===== Information provided =====

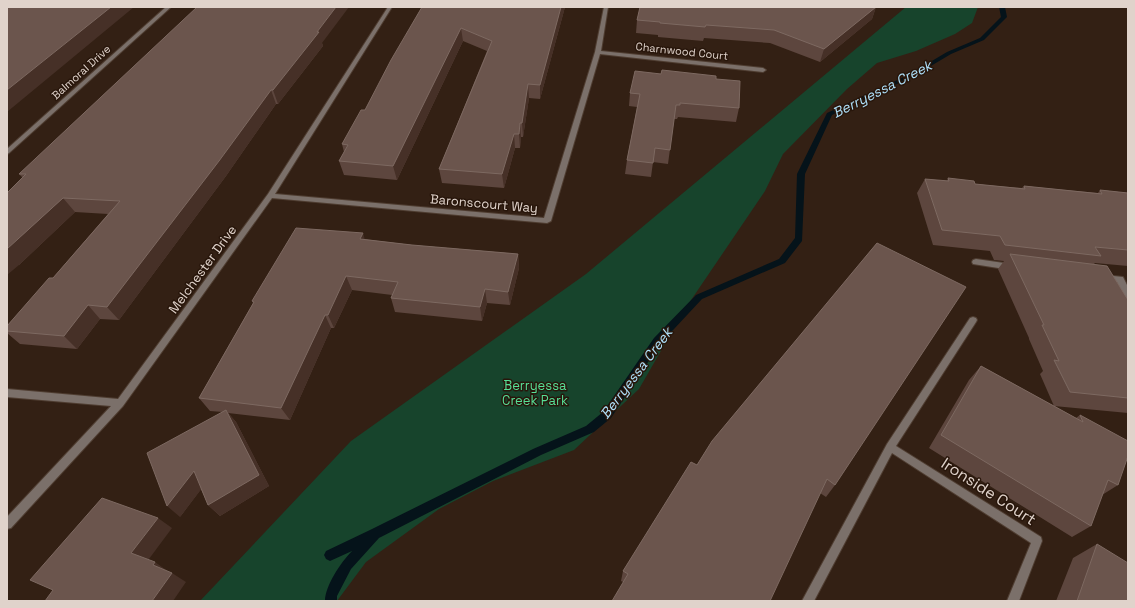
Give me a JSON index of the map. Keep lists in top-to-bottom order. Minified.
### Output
{"streets":{"street":["Charnwood Court","Balmoral Drive","Baronscourt Way","Melchester Drive","Ironside Court"]},"crossings":[["Charnwood Court","Baronscourt Way"],["Baronscourt Way","Melchester Drive"]],"water":["Berryessa Creek"],"parks":["Berryessa Creek Park"]}
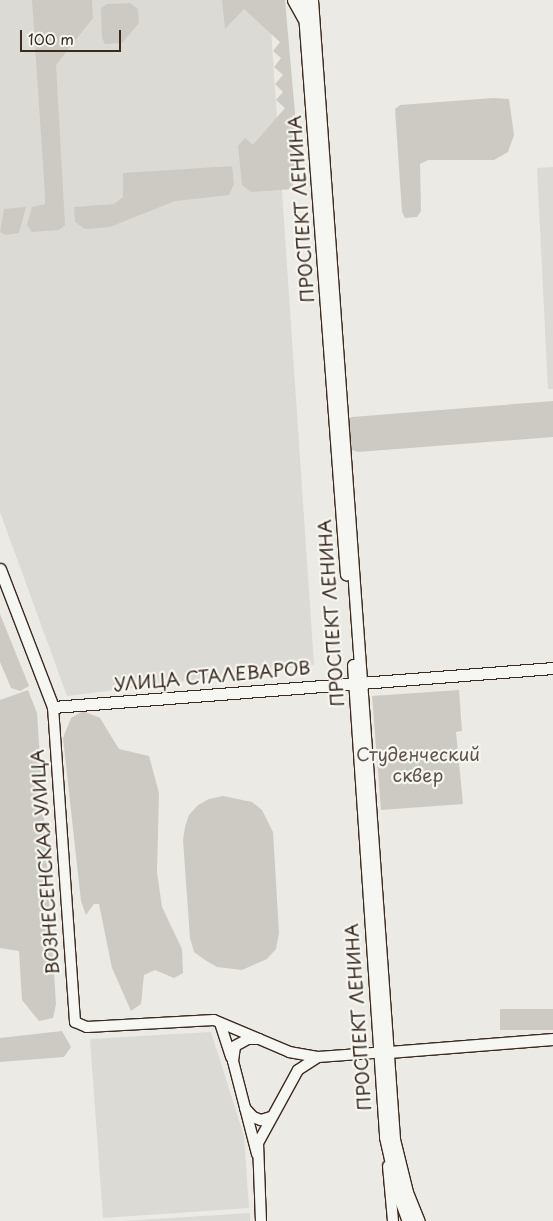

=====

▶ Aim of the exercise: Leave out the images and repeat the rest of the data word for word.

▶ Written answer:
Give me a JSON index of the map. Keep lists in top-to-bottom order. Minified.
### Output
{"streets":{"street":["Charnwood Court","Balmoral Drive","Baronscourt Way","Melchester Drive","Ironside Court"]},"crossings":[["Charnwood Court","Baronscourt Way"],["Baronscourt Way","Melchester Drive"]],"water":["Berryessa Creek"],"parks":["Berryessa Creek Park"]}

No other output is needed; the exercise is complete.